Latin bishops support Cuba's church

A Latin American conference of Catholic bishops concluded in Havana today. The bishops met Wednesday with Cuban vice presidents Carlos Lage and Esteban Lazo. They concluded their conference by expressing hope that church-state dialogue in Cuba would continue, and by calling on Cuban authorities to permit Cuba’s Catholic clergy to have greater access to Cuban jails and to offer, according to AP, “some type of religious education to youth.”

According to EFE, the new bishop of Holguin, Emilio Aranguren, expressed hope that the Cuban church will be able to undertake the same range of activities as its counterparts elsewhere in Latin America. “There are times when the mission of the church is limited and one thinks that it is only worship, preaching, giving catechism; however, the mission of the church has another dimension of charity, of service, of outreach, because the church is called to live in society, and in society it has a mission,” Aranguren said.

The conference received messages from Christian Liberation Movement leader Oswaldo Paya and from wives of political prisoners. The conference “put these situations in the hands of the Cuban Conference of Catholic Bishops” for discussions with Cuban authorities. The Radio Marti website ran a story with a distorted headline, "CELAM asks Cuban church to dialogue with the government about opposition's demands."

[Photo of Santiago cathedral]

2 comments:

Anonymous said...

another idiotic attempt to "dialogue" with the regime. that's the same stuff Pope John Paul II asked for almost a decade ago.

leftside said...

The "preferential option for the poor" is back in, reports IPS:

Globalisation, the bishops say, has led to the emergence of "new faces of the poor" and excluded, among whom they mention immigrants, victims of violence, human trafficking and kidnappings, displaced persons and refugees, the "disappeared," people with HIV/AIDS, those who live on city streets, miners and landless peasants.

"The Church's Social Pastorate must welcome and support these excluded people wherever they are," the Latin American ecclesiastical hierarchy said in Aparecida. In the face of today's globalisation that favours wealth accumulation and promotes inequity and injustice, the Church proposes another, characterised by justice, solidarity and respect for human rights, they said.

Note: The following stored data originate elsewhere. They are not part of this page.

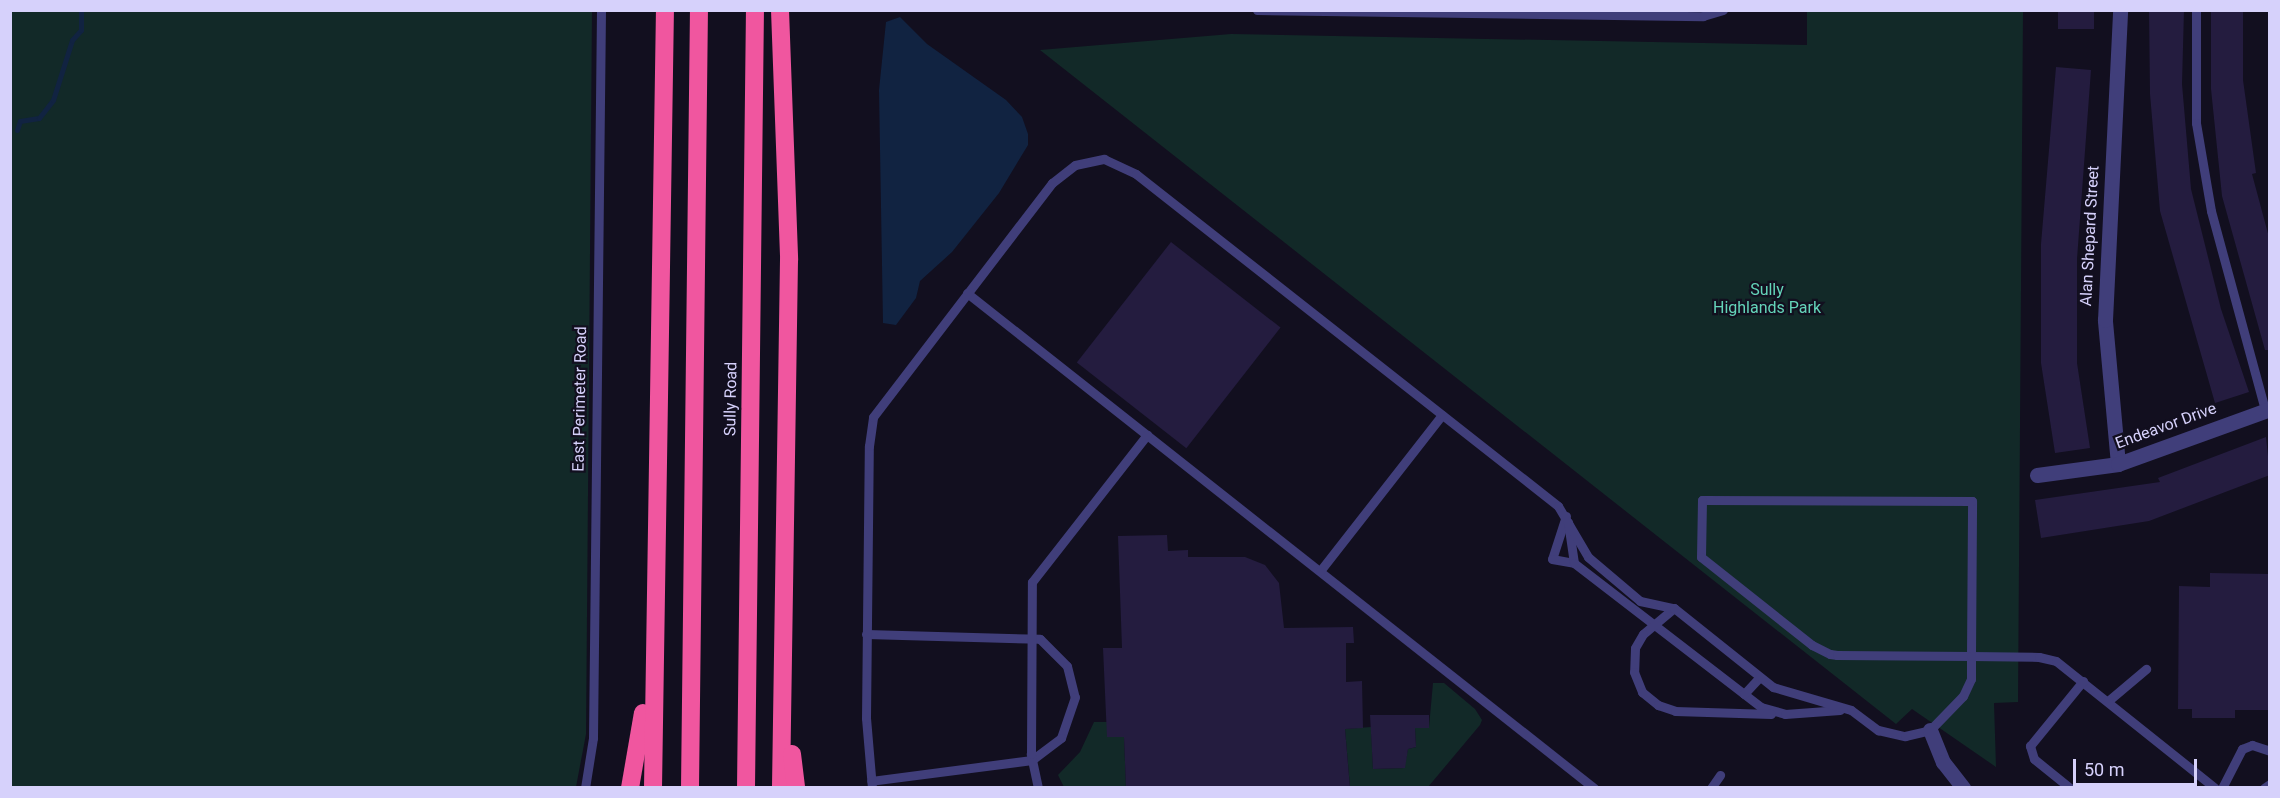 <!DOCTYPE html>
<html>
<head>
<meta charset="utf-8">
<style>
	body { margin:0 }
	#map { position:relative; width:2280px; height:798px; overflow:hidden; background:#120f1f; font-family:Roboto,sans-serif }
	div>[style] { position:absolute }
	.green>* { inset:0; background:#122928 }
	.water>* { inset:0; background:#112341 }
	.stream>* { height:5px; margin:-2.5px; padding:0 2.5px; transform-origin:2.5px; border-radius:2.5px; background:#112341 }
	.building>* { inset:0; background:#241c3f; transform-origin:0 0 }
	.lane>* { height:9px; margin:-4.5px; padding:0 4.5px; transform-origin:4.5px; border-radius:4.5px; background:#403e7a }
	.street>* { height:15px; margin:-7.5px; padding:0 7.5px; transform-origin:7.5px; border-radius:7.5px; background:#403e7a }
	.highway>* { height:18px; margin:-9px; padding:0 9px; transform-origin:9px; border-radius:9px; background:#f0569f }
	span { translate:-50% -50%; white-space:nowrap; text-align:center; line-height:1.15; -webkit-text-stroke:4.5px #120f1f; paint-order:stroke }
	.street-label { font-size:16px; color:#d6d1fb }
	.park-label { font-size:16px; color:#64d4b9 }
	.frame { position:absolute; inset:0; border:12px solid #d6d1fb; pointer-events:none }
	.scale { position:absolute; left:2073px; top:759px; width:124px; height:27px; box-sizing:border-box; border:3px solid #d6d1fb; border-top:0; padding-left:8px; font-size:18px; line-height:21px; white-space:nowrap; color:#d6d1fb; -webkit-text-stroke:4px #120f1f; paint-order:stroke }
</style>
</head>
<body>
<div id="map">
	<div class="green">
		<i style="clip-path:polygon(10px 11px,592px 11px,586px 734px,576px 787px,11px 787px)"></i>
		<i style="clip-path:polygon(1807px 11px,2023px 11px,2018px 702px,1994px 703px,1996px 767px,1912px 709px,1896px 724px,1040px 50px,1231px 34px,1807px 45px)"></i>
		<i style="clip-path:polygon(1433px 683px,1444px 683px,1475px 709px,1482px 720px,1480px 725px,1428px 787px,1350px 787px,1345px 729px,1371px 727px,1373px 769px,1404px 768px,1408px 749px,1416px 747px,1415px 728px,1429px 727px)"></i>
		<i style="clip-path:polygon(1094px 722px,1107px 722px,1107px 737px,1124px 737px,1126px 787px,1064px 787px,1058px 775px,1080px 752px)"></i>
	</div>
	<div class="water">
		<i style="clip-path:polygon(900px 17px,927px 44px,1006px 100px,1022px 117px,1028px 134px,1028px 145px,999px 193px,952px 252px,920px 281px,916px 298px,896px 325px,883px 323px,879px 90px,886px 22px)"></i>
	</div>
	<div class="stream">
		<i style="left:17px;top:130px;width:9px;rotate:-72deg"></i>
		<i style="left:20px;top:121px;width:19px;rotate:-9deg"></i>
		<i style="left:39px;top:118px;width:23px;rotate:-52deg"></i>
		<i style="left:53px;top:100px;width:63px;rotate:-72.4deg"></i>
		<i style="left:72px;top:40px;width:13px;rotate:-48deg"></i>
		<i style="left:81px;top:30px;width:20px;rotate:-90deg"></i>
	</div>
	<div class="building">
		<i style="left:2058px;top:10px;width:36px;height:19px"></i>
		<i style="clip-path:polygon(2149px 10px,2184px 10px,2182px 84px,2191px 189px,2221px 309px,2249px 392px,2215px 403px,2160px 211px,2150px 94px)"></i>
		<i style="clip-path:polygon(2211px 10px,2243px 10px,2243px 80px,2256px 173px,2252px 174px,2270px 241px,2270px 350px,2265px 350px,2222px 196px,2211px 89px)"></i>
		<i style="clip-path:polygon(2056px 67px,2091px 70px,2077px 259px,2077px 363px,2090px 448px,2055px 453px,2041px 363px,2041px 244px)"></i>
		<i style="left:1171px;top:242px;width:139px;height:153px;rotate:38deg"></i>
		<i style="clip-path:polygon(2266px 437px,2270px 475px,2149px 521px,2041px 538px,2035px 500px,2160px 482px,2158px 478px)"></i>
		<i style="clip-path:polygon(1167px 535px,1168px 551px,1188px 550px,1188px 557px,1245px 557px,1265px 565px,1279px 583px,1284px 628px,1353px 627px,1354px 643px,1346px 643px,1346px 682px,1362px 681px,1363px 728px,1345px 729px,1350px 788px,1126px 788px,1124px 737px,1107px 737px,1103px 648px,1122px 648px,1118px 536px)"></i>
		<i style="clip-path:polygon(2210px 573px,2270px 574px,2270px 710px,2235px 710px,2235px 718px,2192px 718px,2192px 709px,2178px 709px,2179px 586px,2210px 587px)"></i>
		<i style="clip-path:polygon(1370px 715px,1429px 715px,1429px 728px,1415px 728px,1416px 747px,1408px 749px,1405px 768px,1373px 769px)"></i>
	</div>
	<div class="lane">
		<i style="left:1257px;top:10px;width:446px;rotate:0.8deg"></i>
		<i style="left:1703px;top:16px;width:21px;rotate:-17deg"></i>
		<i style="left:2196px;top:10px;width:113px;rotate:90deg"></i>
		<i style="left:2196px;top:123px;width:89px;rotate:80.3deg"></i>
		<i style="left:2211px;top:211px;width:206px;rotate:74.8deg"></i>
		<i style="left:967px;top:293px;width:799px;rotate:38.29deg"></i>
		<i style="left:1566px;top:516px;width:45px;rotate:108deg"></i>
		<i style="left:1552px;top:559px;width:22px;rotate:10deg"></i>
		<i style="left:1568px;top:522px;width:41px;rotate:81.7deg"></i>
		<i style="left:1574px;top:563px;width:236px;rotate:37.6deg"></i>
		<i style="left:1761px;top:707px;width:25px;rotate:16deg"></i>
		<i style="left:1785px;top:714px;width:55px;rotate:-4.2deg"></i>
		<i style="left:1320px;top:571px;width:198px;rotate:-52deg"></i>
		<i style="left:1674px;top:608px;width:40px;rotate:140deg"></i>
		<i style="left:1643px;top:634px;width:16px;rotate:120deg"></i>
		<i style="left:1635px;top:648px;width:24px;rotate:92deg"></i>
		<i style="left:1634px;top:672px;width:22px;rotate:68deg"></i>
		<i style="left:1642px;top:692px;width:21px;rotate:39deg"></i>
		<i style="left:1658px;top:705px;width:18px;rotate:19deg"></i>
		<i style="left:1675px;top:711px;width:96px;rotate:1.8deg"></i>
		<i style="left:866px;top:634px;width:174px;rotate:1.6deg"></i>
		<i style="left:1040px;top:639px;width:38px;rotate:45deg"></i>
		<i style="left:1067px;top:666px;width:32px;rotate:76deg"></i>
		<i style="left:1075px;top:697px;width:43px;rotate:108.9deg"></i>
		<i style="left:1061px;top:738px;width:36px;rotate:143deg"></i>
		<i style="left:1032px;top:760px;width:162px;rotate:172.6deg"></i>
		<i style="left:1744px;top:694px;width:23px;rotate:-47deg"></i>
		<i style="left:2108px;top:701px;width:50px;rotate:-40.1deg"></i>
		<i style="left:585px;top:788px;width:51px;rotate:-80.9deg"></i>
		<i style="left:593px;top:738px;width:728px;rotate:-89.37deg"></i>
		<i style="left:872px;top:788px;width:70px;rotate:-94.9deg"></i>
		<i style="left:866px;top:718px;width:272px;rotate:-89.4deg"></i>
		<i style="left:869px;top:446px;width:29px;rotate:-82deg"></i>
		<i style="left:873px;top:417px;width:295px;rotate:-52.6deg"></i>
		<i style="left:1052px;top:183px;width:29px;rotate:-38deg"></i>
		<i style="left:1075px;top:165px;width:30px;rotate:-12deg"></i>
		<i style="left:1104px;top:159px;width:35px;rotate:25deg"></i>
		<i style="left:1136px;top:174px;width:537px;rotate:38.19deg"></i>
		<i style="left:1558px;top:506px;width:59px;rotate:59.5deg"></i>
		<i style="left:1588px;top:557px;width:68px;rotate:40.2deg"></i>
		<i style="left:1640px;top:601px;width:35px;rotate:12deg"></i>
		<i style="left:1674px;top:608px;width:127px;rotate:38.6deg"></i>
		<i style="left:1773px;top:687px;width:81px;rotate:16.4deg"></i>
		<i style="left:1851px;top:710px;width:34px;rotate:37deg"></i>
		<i style="left:1878px;top:730px;width:28px;rotate:13deg"></i>
		<i style="left:1905px;top:736px;width:26px;rotate:-13deg"></i>
		<i style="left:1930px;top:730px;width:47px;rotate:-45.9deg"></i>
		<i style="left:1963px;top:696px;width:19px;rotate:-65deg"></i>
		<i style="left:1971px;top:679px;width:23px;rotate:-90deg"></i>
		<i style="left:1971px;top:656px;width:155px;rotate:-89.6deg"></i>
		<i style="left:1972px;top:501px;width:270px;rotate:-179.8deg"></i>
		<i style="left:1702px;top:500px;width:57px;rotate:91deg"></i>
		<i style="left:1701px;top:557px;width:142px;rotate:38.4deg"></i>
		<i style="left:1812px;top:645px;width:20px;rotate:27deg"></i>
		<i style="left:1830px;top:654px;width:7px;rotate:8deg"></i>
		<i style="left:1837px;top:655px;width:134px;rotate:0.4deg"></i>
		<i style="left:1971px;top:656px;width:68px;rotate:0.8deg"></i>
		<i style="left:2039px;top:657px;width:17px;rotate:13deg"></i>
		<i style="left:2056px;top:661px;width:203px;rotate:38.6deg"></i>
		<i style="left:1038px;top:788px;width:35px;rotate:-102deg"></i>
		<i style="left:1031px;top:754px;width:172px;rotate:-89.7deg"></i>
		<i style="left:1032px;top:582px;width:187px;rotate:-52deg"></i>
		<i style="left:1711px;top:788px;width:16px;rotate:-55deg"></i>
		<i style="left:2070px;top:788px;width:46px;rotate:-141.1deg"></i>
		<i style="left:2034px;top:759px;width:14px;rotate:-107deg"></i>
		<i style="left:2030px;top:746px;width:84px;rotate:-50.8deg"></i>
		<i style="left:2222px;top:788px;width:44px;rotate:-62.9deg"></i>
		<i style="left:2242px;top:749px;width:11px;rotate:-22deg"></i>
		<i style="left:2252px;top:745px;width:19px;rotate:18deg"></i>
		<i style="left:2264px;top:788px;width:7px;rotate:-34deg"></i>
	</div>
	<div class="street">
		<i style="left:2118px;top:464px;width:145px;rotate:-95.2deg"></i>
		<i style="left:2105px;top:320px;width:310px;rotate:-87.2deg"></i>
		<i style="left:2037px;top:475px;width:82px;rotate:-7.7deg"></i>
		<i style="left:2118px;top:464px;width:162px;rotate:-19.9deg"></i>
		<i style="left:1930px;top:730px;width:35px;rotate:68deg"></i>
		<i style="left:1943px;top:762px;width:33px;rotate:52deg"></i>
	</div>
	<div class="highway">
		<i style="left:780px;top:10px;width:250px;rotate:87.9deg"></i>
		<i style="left:789px;top:260px;width:528px;rotate:90.87deg"></i>
		<i style="left:792px;top:754px;width:34px;rotate:83deg"></i>
		<i style="left:630px;top:788px;width:76px;rotate:-80.2deg"></i>
		<i style="left:653px;top:788px;width:778px;rotate:-89.12deg"></i>
		<i style="left:690px;top:788px;width:778px;rotate:-89.34deg"></i>
		<i style="left:746px;top:788px;width:778px;rotate:-89.34deg"></i>
	</div>
	<div class="street-label">
		<span style="left:2090px;top:236px;rotate:-87deg">Alan Shepard Street</span>
		<span style="left:580px;top:399px;rotate:-89deg">East Perimeter Road</span>
		<span style="left:731px;top:399px;rotate:-89deg">Sully Road</span>
		<span style="left:2166px;top:426px;rotate:-20deg">Endeavor Drive</span>
	</div>
	<div class="park-label">
		<span style="left:1767px;top:299px">Sully<br>Highlands Park</span>
	</div>
	<div class="frame"></div>
	<div class="scale">50 m</div>
</div>
</body>
</html>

The 136-page document, divided in three sections and 10 chapters, gives an overview of the regional situation and expresses particular concern about problems such as drug addiction and drug trafficking, violence which mainly targets the poorest sectors and raises crime indices, and the dual marginalisation experienced by low-income women, indigenous people and Afro-descendants.

The "preferential option for the poor" is the basis of Liberation Theology, whose proponents' involvement in the struggles of the poor and marginalised sectors of the Latin American population often brought them into conflict with a more conservative Catholic Church hierarchy in the past.